Voici un livre tout à fait stimulant parlant du plaisir. Ce qui m'a donné envie de lire ce livre c'est le constat d'une époque ou l'on est sans cesse jugé. Peut-on encore prendre du plaisir en mangeant de la viande ? En prenant sa voiture ? En fumant ?
Le titre du livre ne laisse pas de doute, l'auteur s'interroge pour savoir s'il y a encore de la place pour le plaisir à gauche. Comme si la droite s'était approprié cette notion sous une forme d'hédonisme et de droit à jouir des biens matériels.
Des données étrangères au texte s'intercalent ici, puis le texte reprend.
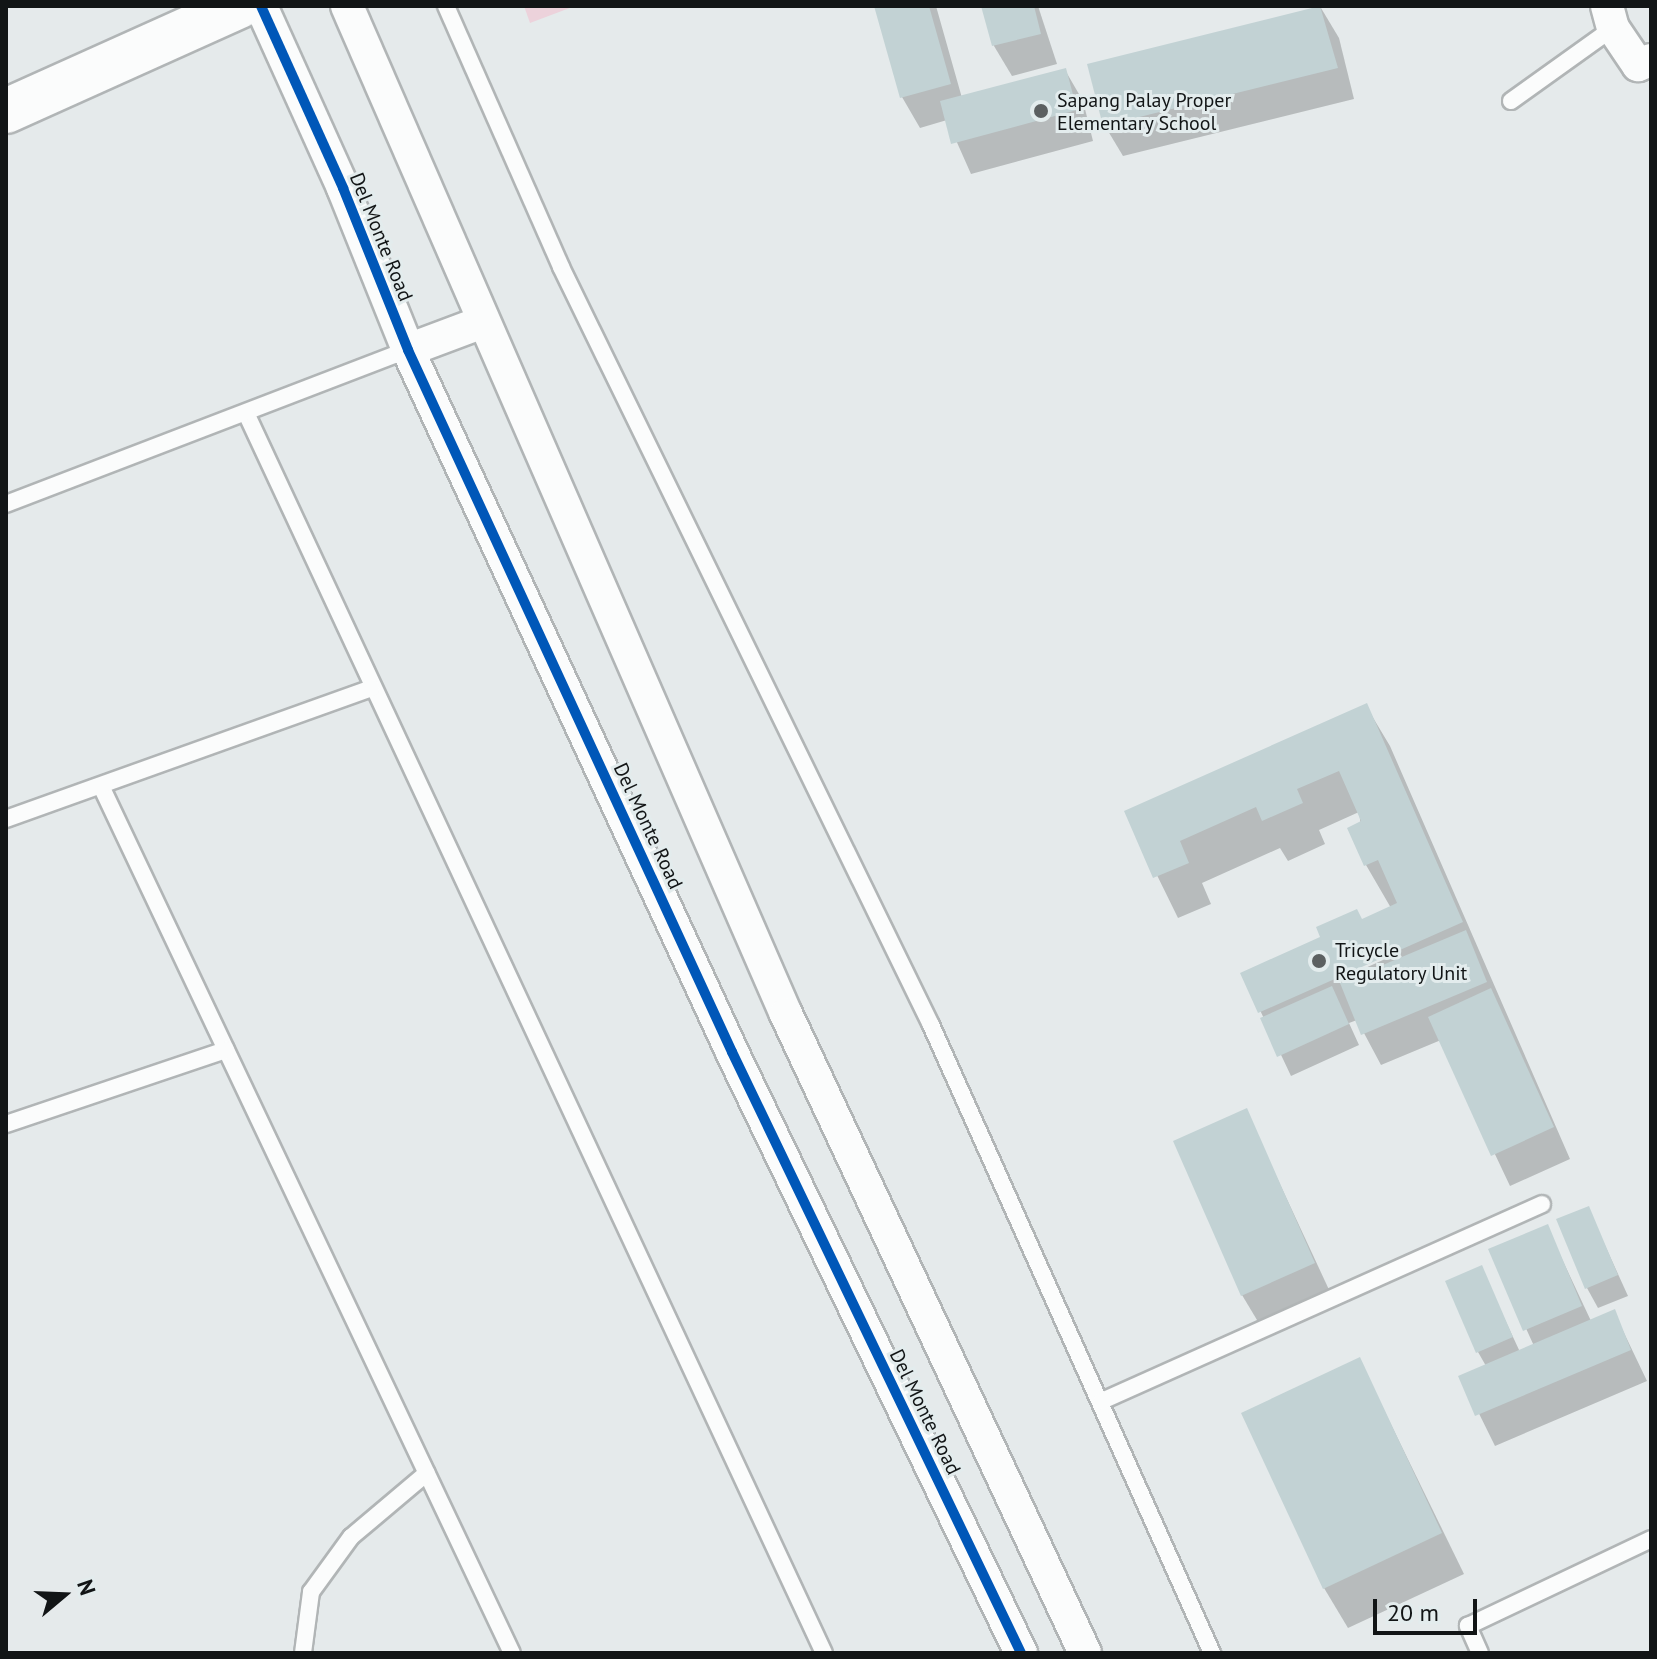 <!DOCTYPE html>
<style>
body{margin:0}
#map{position:relative;width:1657px;height:1659px;overflow:hidden;background:#e5eaeb;font-family:"PT Sans",sans-serif}
div>[style]{position:absolute}
.green>*{inset:0;background:#ecd2db}
.shadow>*{inset:0;background:#0003}
.building>*{inset:0;background:#c2d2d4}
.roads{filter:drop-shadow(2px 0 #b1b5b6) drop-shadow(-2px 0 #b1b5b6) drop-shadow(0 2px #b1b5b6) drop-shadow(0 -2px #b1b5b6)}
.lane>*{height:16px;margin:-8px;padding:0 8px;transform-origin:8px;border-radius:8px;background:#fbfcfc}
.street>*{height:32px;margin:-16px;padding:0 16px;transform-origin:16px;border-radius:16px;background:#fbfcfc}
.secondary>*{height:44px;margin:-22px;padding:0 22px;transform-origin:22px;border-radius:22px;background:#fbfcfc}
.cycleway>*{height:10px;margin:-5px;padding:0 5px;transform-origin:5px;border-radius:5px;background:#0057b8}
.dots>*{width:22px;height:22px;translate:-50% -50%;box-sizing:border-box;border:4px solid #e3eced;border-radius:50%}
span{translate:-50% -50%;white-space:nowrap;text-align:center;line-height:1.15;-webkit-text-stroke:6px #e3eced;paint-order:stroke}
.poi-label{font-size:20px;color:#121516}
.left{translate:0 -50%;text-align:left}
.street-label{font-size:20px;color:#121516}
.frame{position:absolute;inset:0;border:8px solid #121516;pointer-events:none}
.north{position:absolute;left:24px;top:1555px;width:80px;height:80px;-webkit-text-stroke:6px #e3eced;paint-order:stroke;rotate:71deg;font-size:22px;font-weight:700;line-height:32px;text-align:center;color:#121516}
.north::after{content:'';display:block;margin:auto;width:28px;height:36px;background:#121516;clip-path:polygon(50% 0,100% 100%,50% 72%,0 100%)}
.scale{position:absolute;left:1373px;top:1599px;width:104px;height:36px;box-sizing:border-box;border:4px solid #121516;border-top:0;padding-left:10px;font-size:24px;line-height:28px;white-space:nowrap;color:#121516;-webkit-text-stroke:6px #e3eced;paint-order:stroke}
</style>
<div id="map">
<div class="green">
<i style="clip-path:polygon(524px 6px,575px 6px,530px 23px)"></i>
</div>
<div class="shadow">
<i style="clip-path:polygon(876px 6px,936px 6px,962px 98px,1065px 70px,1083px 101px,1093px 141px,971px 174px,947px 120px,920px 128px,902px 97px)"></i>
<i style="clip-path:polygon(983px 6px,1038px 6px,1057px 64px,1012px 76px,994px 46px)"></i>
<i style="clip-path:polygon(1321px 8px,1339px 38px,1354px 99px,1123px 156px,1105px 126px,1090px 66px)"></i>
<i style="clip-path:polygon(evenodd,1366px 706px,1390px 746px,1570px 1159px,1510px 1186px,1441px 1040px,1381px 1065px,1357px 1020px,1349px 1023px,1359px 1045px,1291px 1076px,1243px 974px,1391px 908px,1366px 865px,1359px 812px,1319px 830px,1325px 844px,1288px 861px,1280px 848px,1202px 883px,1211px 904px,1178px 918px,1126px 812px,1366px 706px,1392px 951px,1394px 955px,1341px 979px,1341px 974px,1392px 951px)"></i>
<i style="clip-path:polygon(1246px 1111px,1331px 1294px,1260px 1325px,1242px 1295px)"></i>
<i style="clip-path:polygon(1588px 1208px,1628px 1296px,1598px 1308px,1587px 1288px)"></i>
<i style="clip-path:polygon(1547px 1227px,1591px 1321px,1614px 1312px,1647px 1381px,1495px 1446px,1461px 1377px,1486px 1366px,1478px 1352px,1481px 1268px,1520px 1352px,1534px 1346px,1491px 1251px)"></i>
<i style="clip-path:polygon(1359px 1359px,1464px 1574px,1348px 1628px,1324px 1588px)"></i>
</div>
<div class="building">
<i style="clip-path:polygon(874px 6px,929px 6px,951px 84px,900px 98px)"></i>
<i style="clip-path:polygon(981px 6px,1034px 6px,1041px 34px,992px 46px)"></i>
<i style="clip-path:polygon(1320px 6px,1338px 68px,1103px 126px,1087px 64px)"></i>
<i style="clip-path:polygon(1066px 68px,1077px 110px,951px 144px,940px 101px)"></i>
<i style="clip-path:polygon(1367px 703px,1463px 922px,1258px 1013px,1240px 973px,1320px 937px,1316px 927px,1357px 909px,1362px 919px,1397px 903px,1378px 860px,1364px 866px,1347px 828px,1361px 821px,1339px 771px,1297px 789px,1303px 803px,1262px 821px,1256px 807px,1180px 841px,1189px 863px,1153px 878px,1124px 811px)"></i>
<i style="clip-path:polygon(1466px 930px,1487px 982px,1361px 1035px,1340px 983px)"></i>
<i style="clip-path:polygon(1332px 986px,1349px 1024px,1277px 1057px,1260px 1018px)"></i>
<i style="clip-path:polygon(1491px 988px,1554px 1127px,1491px 1156px,1428px 1017px)"></i>
<i style="clip-path:polygon(1247px 1108px,1315px 1263px,1241px 1296px,1173px 1141px)"></i>
<i style="clip-path:polygon(1589px 1206px,1618px 1275px,1585px 1289px,1556px 1219px)"></i>
<i style="clip-path:polygon(1548px 1224px,1582px 1306px,1523px 1331px,1488px 1249px)"></i>
<i style="clip-path:polygon(1482px 1265px,1513px 1337px,1476px 1353px,1445px 1281px)"></i>
<i style="clip-path:polygon(1615px 1309px,1631px 1350px,1475px 1416px,1458px 1376px)"></i>
<i style="clip-path:polygon(1360px 1357px,1442px 1533px,1323px 1589px,1241px 1413px)"></i>
</div>
<div class="roads">
<div class="lane">
<i style="left:446px;top:6px;width:285px;rotate:66.2deg"></i>
<i style="left:561px;top:267px;width:843px;rotate:63.98deg"></i>
<i style="left:931px;top:1025px;width:688px;rotate:65.89deg"></i>
<i style="left:1511px;top:101px;width:125px;rotate:-35.6deg"></i>
<i style="left:246px;top:413px;width:1368px;rotate:65.01deg"></i>
<i style="left:6px;top:504px;width:430px;rotate:-21deg"></i>
<i style="left:101px;top:786px;width:959px;rotate:64.64deg"></i>
<i style="left:6px;top:819px;width:388px;rotate:-19.7deg"></i>
<i style="left:6px;top:1124px;width:232px;rotate:-18.6deg"></i>
<i style="left:1102px;top:1401px;width:482px;rotate:-24.1deg"></i>
<i style="left:303px;top:1653px;width:62px;rotate:-82.5deg"></i>
<i style="left:311px;top:1592px;width:68px;rotate:-54deg"></i>
<i style="left:351px;top:1537px;width:99px;rotate:-40.1deg"></i>
<i style="left:1480px;top:1653px;width:30px;rotate:-114deg"></i>
<i style="left:1468px;top:1626px;width:203px;rotate:-25.4deg"></i>
</div>
<div class="street">
<i style="left:261px;top:6px;width:200px;rotate:65.7deg"></i>
<i style="left:343px;top:188px;width:175px;rotate:68.1deg"></i>
<i style="left:408px;top:350px;width:773px;rotate:65.22deg"></i>
<i style="left:732px;top:1052px;width:667px;rotate:64.32deg"></i>
<i style="left:347px;top:6px;width:1099px;rotate:66.47deg"></i>
<i style="left:786px;top:1014px;width:705px;rotate:64.92deg"></i>
<i style="left:1607px;top:6px;width:23px;rotate:75deg"></i>
<i style="left:1613px;top:28px;width:45px;rotate:56deg"></i>
<i style="left:1638px;top:65px;width:14px;rotate:-21deg"></i>
<i style="left:408px;top:350px;width:77px;rotate:-20.6deg"></i>
</div>
<div class="secondary">
<i style="left:6px;top:111px;width:256px;rotate:-24.2deg"></i>
</div>
</div>
<div class="cycleway">
<i style="left:261px;top:6px;width:200px;rotate:65.7deg"></i>
<i style="left:343px;top:188px;width:175px;rotate:68.1deg"></i>
<i style="left:408px;top:350px;width:773px;rotate:65.22deg"></i>
<i style="left:732px;top:1052px;width:667px;rotate:64.32deg"></i>
</div>
<div class="dots">
<i style="left:1041px;top:111px;background:#5c6061"></i>
<i style="left:1319px;top:961px;background:#5c6061"></i>
</div>
<div class="poi-label">
<span class="left" style="left:1057px;top:112px">Sapang Palay Proper<br>Elementary School</span>
<span class="left" style="left:1335px;top:962px">Tricycle<br>Regulatory Unit</span>
</div>
<div class="street-label">
<span style="left:381px;top:237px;rotate:68deg">Del Monte Road</span>
<span style="left:648px;top:826px;rotate:65deg">Del Monte Road</span>
<span style="left:925px;top:1412px;rotate:64deg">Del Monte Road</span>
</div>
<div class="frame"></div>
<div class="north">N</div>
<div class="scale">20 m</div>
</div>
Pour répondre à cette question l'auteur remonte le temps : les événements de la Commune de Paris, les grèves de 1936 et mai 1968 sont souvent cités. J'ai beaucoup aimé le concept de « luxe communal » qui avait pour but de « transformer le travail en jeu ». Ce concept de « luxe communal » a été introduit par Eugène Pottier, l'auteur du Manifeste de la Fédération des artistes. Plutôt que d'associer au travail une valeur de rendement, les artisans, élevé au niveau d'artiste, doivent créer de beaux objets. Les communards sont aussi à l'origine des écoles publiques. Autre période, Simone Weil lors des grèves de 1936 note que sur les lieux de travail en grève on danse et on fait la fête. le mouvement des gilets jaunes et l'occupation festive des ronds points sont remarqués. L'urbanisme aliénant, simple lieu de passage, devient un lieu de joie lorsqu'il est occupé comme une agora. Michaël Foessel fait souvent ce constat : nous n'avons pas qu'un seul corps. L'un peut danser, faire la fête, l'autre travailler.
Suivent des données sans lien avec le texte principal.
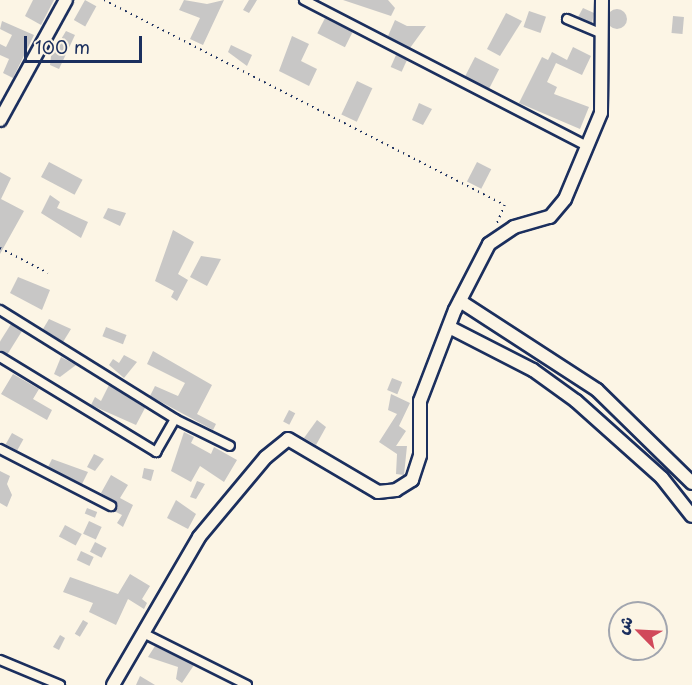 <!DOCTYPE html>
<meta charset="utf-8">
<style>
body{margin:0}
#map{position:relative;width:692px;height:685px;overflow:hidden;background:#fcf5e5;font-family:"Playpen Sans","Playpen Sans Arabic",sans-serif}
div>[style]{position:absolute}
.building>*{inset:0;background:#c8c7c6;transform-origin:0 0}
.round{border-radius:50%}
.path>*{height:1.5px;margin-top:-0.75px;transform-origin:0;background:repeating-linear-gradient(90deg,#1b2f5e 0 1.5px,transparent 0 6px)}
.roads{filter:drop-shadow(2px 0 #1b2f5e) drop-shadow(-2px 0 #1b2f5e) drop-shadow(0 2px #1b2f5e) drop-shadow(0 -2px #1b2f5e)}
.street>*{height:8px;margin:-4px;padding:0 4px;transform-origin:4px;border-radius:4px;background:#fcf5e5}
.secondary>*{height:12px;margin:-6px;padding:0 6px;transform-origin:6px;border-radius:6px;background:#fcf5e5}
span{translate:-50% -50%;white-space:nowrap;text-align:center;line-height:1.15;-webkit-text-stroke:5px #fcf5e5;paint-order:stroke}
.north{position:absolute;left:608px;top:601px;width:60px;height:60px;box-sizing:border-box;background:#fcf5e5;border:2px solid #a2a6af;border-radius:50%;rotate:294deg;font-size:16px;font-weight:700;line-height:24px;text-align:center;color:#1b2f5e}
.north::after{content:'';display:block;margin:auto;width:21px;height:27px;background:#d1495b;clip-path:polygon(50% 0,100% 100%,50% 72%,0 100%)}
.scale{position:absolute;left:24px;top:36px;width:118px;height:27px;box-sizing:border-box;border:3px solid #1b2f5e;border-top:0;padding-left:8px;font-size:18px;line-height:21px;white-space:nowrap;color:#1b2f5e;-webkit-text-stroke:4px #fcf5e5;paint-order:stroke}
</style>
<div id="map">
<div class="building">
<div style="clip-path:polygon(33px 0,54px 0,41px 25px,25px 16px)"></div>
<div style="left:85px;top:0;width:13px;height:23px;rotate:29deg"></div>
<div style="clip-path:polygon(184px 0,207px 4px,224px 0,203px 45px,190px 39px,200px 18px,179px 10px)"></div>
<div style="clip-path:polygon(249px 0,257px 0,249px 13px,243px 10px)"></div>
<div style="clip-path:polygon(343px 0,388px 0,395px 8px,391px 16px)"></div>
<div style="clip-path:polygon(583px 8px,594px 13px,592px 23px,578px 17px)"></div>
<div class="round" style="left:607px;top:9px;width:20px;height:20px"></div>
<div style="left:529px;top:11px;width:18px;height:17px;rotate:19deg"></div>
<div style="clip-path:polygon(506px 13px,522px 21px,500px 56px,487px 49px)"></div>
<div style="left:673px;top:16px;width:11px;height:17px;rotate:5deg"></div>
<div style="left:325px;top:18px;width:31px;height:17px;rotate:27deg"></div>
<div style="clip-path:polygon(395px 20px,407px 26px,426px 26px,410px 48px,388px 36px)"></div>
<div style="clip-path:polygon(2px 21px,34px 35px,13px 78px,3px 73px,9px 59px,0 55px,0 44px,6px 47px,12px 35px,0 29px)"></div>
<div style="clip-path:polygon(66px 31px,75px 35px,59px 69px,50px 65px,51px 56px)"></div>
<div style="clip-path:polygon(292px 36px,309px 44px,301px 61px,317px 69px,309px 86px,279px 71px)"></div>
<div style="clip-path:polygon(231px 45px,252px 55px,247px 66px,228px 52px)"></div>
<div style="clip-path:polygon(573px 47px,591px 56px,582px 75px,556px 63px,547px 82px,557px 87px,554px 94px,589px 107px,580px 129px,519px 103px,542px 57px,548px 60px,552px 52px,567px 60px)"></div>
<div style="left:396px;top:55px;width:12px;height:13px;rotate:24deg"></div>
<div style="left:475px;top:57px;width:27px;height:22px;rotate:27deg"></div>
<div style="left:357px;top:81px;width:17px;height:37px;rotate:25deg"></div>
<div style="clip-path:polygon(419px 103px,432px 109px,423px 125px,412px 120px)"></div>
<div style="left:49px;top:162px;width:38px;height:17px;rotate:28deg"></div>
<div style="left:477px;top:162px;width:16px;height:22px;rotate:27deg"></div>
<div style="clip-path:polygon(0 172px,11px 178px,1px 199px,24px 211px,0 254px)"></div>
<div style="clip-path:polygon(50px 195px,60px 202px,57px 208px,88px 222px,81px 238px,41px 213px)"></div>
<div style="clip-path:polygon(108px 208px,126px 213px,120px 226px,103px 218px)"></div>
<div style="clip-path:polygon(173px 230px,194px 242px,178px 274px,188px 280px,177px 301px,171px 297px,174px 291px,155px 281px)"></div>
<div style="clip-path:polygon(201px 256px,221px 259px,207px 286px,190px 277px)"></div>
<div style="clip-path:polygon(18px 277px,50px 290px,42px 310px,10px 293px)"></div>
<div style="clip-path:polygon(49px 319px,71px 329px,63px 342px,43px 329px)"></div>
<div style="left:11px;top:324px;width:13px;height:29px;rotate:32deg"></div>
<div style="left:106px;top:327px;width:22px;height:10px;rotate:21deg"></div>
<div style="clip-path:polygon(153px 351px,212px 385px,197px 414px,216px 424px,213px 430px,150px 396px,155px 386px,178px 396px,185px 383px,147px 364px)"></div>
<div style="clip-path:polygon(124px 355px,137px 362px,124px 378px,109px 365px,113px 359px,119px 363px)"></div>
<div style="clip-path:polygon(61px 357px,76px 365px,60px 377px,54px 374px)"></div>
<div style="clip-path:polygon(13px 374px,39px 389px,33px 399px,52px 410px,47px 420px,1px 394px)"></div>
<div style="left:392px;top:378px;width:11px;height:13px;rotate:22deg"></div>
<div style="clip-path:polygon(109px 385px,145px 408px,136px 425px,91px 405px,95px 397px,101px 401px)"></div>
<div style="clip-path:polygon(391px 394px,410px 403px,399px 426px,406px 431px,396px 446px,407px 446px,404px 475px,396px 474px,397px 454px,379px 442px,397px 414px,388px 410px)"></div>
<div style="left:289px;top:410px;width:7px;height:13px;rotate:27deg"></div>
<div style="clip-path:polygon(317px 420px,326px 427px,316px 445px,304px 438px)"></div>
<div style="clip-path:polygon(184px 432px,194px 437px,191px 443px,211px 454px,214px 447px,237px 460px,224px 482px,200px 466px,191px 482px,171px 471px)"></div>
<div style="left:12px;top:433px;width:13px;height:13px;rotate:29deg"></div>
<div style="clip-path:polygon(94px 454px,104px 459px,95px 471px,87px 467px)"></div>
<div style="clip-path:polygon(52px 459px,88px 472px,82px 484px,48px 467px)"></div>
<div style="clip-path:polygon(144px 468px,154px 470px,151px 481px,142px 478px)"></div>
<div style="clip-path:polygon(0 471px,10px 476px,7px 484px,12px 495px,7px 507px,0 503px)"></div>
<div style="clip-path:polygon(111px 475px,128px 485px,120px 498px,133px 505px,123px 527px,117px 523px,122px 515px,114px 511px,116px 502px,101px 493px)"></div>
<div style="clip-path:polygon(197px 481px,205px 484px,196px 499px,190px 497px)"></div>
<div style="clip-path:polygon(176px 500px,196px 514px,188px 529px,167px 518px)"></div>
<div style="left:87px;top:508px;width:11px;height:6px;rotate:22deg"></div>
<div style="left:89px;top:521px;width:14px;height:14px;rotate:25deg"></div>
<div style="left:65px;top:525px;width:19px;height:13px;rotate:28deg"></div>
<div style="left:95px;top:542px;width:13px;height:11px;rotate:27deg"></div>
<div style="left:81px;top:551px;width:14px;height:10px;rotate:25deg"></div>
<div style="clip-path:polygon(130px 574px,150px 586px,142px 599px,147px 603px,144px 609px,128px 599px,116px 625px,89px 612px,93px 603px,63px 592px,70px 577px,118px 594px)"></div>
<div style="left:83px;top:620px;width:6px;height:16px;rotate:31deg"></div>
<div style="clip-path:polygon(60px 635px,65px 638px,59px 650px,53px 647px)"></div>
<div style="clip-path:polygon(155px 646px,194px 665px,182px 683px,176px 679px,178px 667px,148px 657px)"></div>
<div style="clip-path:polygon(140px 676px,155px 685px,136px 685px)"></div>
</div>
<div class="path">
<div style="left:104px;top:0;width:450px;rotate:27.1deg"></div>
<div style="left:505px;top:205px;width:23px;rotate:113deg"></div>
<div style="left:0;top:248px;width:54px;rotate:27.5deg"></div>
</div>
<div class="roads">
<div class="street">
<div style="left:304px;top:0;width:318px;rotate:27.3deg"></div>
<div style="left:567px;top:19px;width:38px;rotate:23deg"></div>
<div style="left:0;top:310px;width:206px;rotate:31.9deg"></div>
<div style="left:175px;top:419px;width:61px;rotate:26.1deg"></div>
<div style="left:0;top:357px;width:183px;rotate:31.3deg"></div>
<div style="left:156px;top:452px;width:38px;rotate:-60deg"></div>
<div style="left:0;top:449px;width:125px;rotate:27.2deg"></div>
<div style="left:145px;top:634px;width:114px;rotate:26.6deg"></div>
<div style="left:0;top:660px;width:65px;rotate:22.6deg"></div>
</div>
<div class="secondary">
<div style="left:0;top:120px;width:137px;rotate:-61.2deg"></div>
<div style="left:460px;top:301px;width:163px;rotate:33deg"></div>
<div style="left:597px;top:390px;width:133px;rotate:44.4deg"></div>
<div style="left:449px;top:327px;width:94px;rotate:27.1deg"></div>
<div style="left:533px;top:370px;width:53px;rotate:35.8deg"></div>
<div style="left:576px;top:401px;width:115px;rotate:41.8deg"></div>
<div style="left:662px;top:478px;width:48px;rotate:51.7deg"></div>
<div style="left:113px;top:685px;width:171px;rotate:-59.8deg"></div>
<div style="left:199px;top:537px;width:104px;rotate:-50.1deg"></div>
<div style="left:266px;top:457px;width:28px;rotate:-39deg"></div>
<div style="left:288px;top:439px;width:104px;rotate:30.5deg"></div>
<div style="left:378px;top:492px;width:18px;rotate:-6deg"></div>
<div style="left:396px;top:490px;width:19px;rotate:-32deg"></div>
<div style="left:412px;top:480px;width:26px;rotate:-72deg"></div>
<div style="left:420px;top:455px;width:54px;rotate:-90deg"></div>
<div style="left:420px;top:401px;width:97px;rotate:-69deg"></div>
<div style="left:455px;top:310px;width:74px;rotate:-62.7deg"></div>
<div style="left:489px;top:244px;width:30px;rotate:-34deg"></div>
<div style="left:514px;top:227px;width:37px;rotate:-16deg"></div>
<div style="left:550px;top:217px;width:23px;rotate:-50deg"></div>
<div style="left:565px;top:199px;width:93px;rotate:-67.3deg"></div>
<div style="left:601px;top:113px;width:113px;rotate:-89.5deg"></div>
</div>
</div>
<div class="north">ش</div>
<div class="scale">100 m</div>
</div>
L'auteur cite également de nombreux auteurs parlant du plaisir et son préalable, le désir. Deleuze et Foucault sont par exemple cités car ils n'ont pas la même conception du plaisir. Deleuze a une vision radical du plaisir pour lui c'est comme une mort, quelque chose de consommé. Pour Foucault au contraire le désir c'est l'imaginaire alors que le plaisir c'est ce qui est immanent, ce qui est réalisé. On retrouve également cité Jean-Jacques Rousseau et quelques philosophes grecs pour donner un aperçu de cette notion de plaisir à travers les époques.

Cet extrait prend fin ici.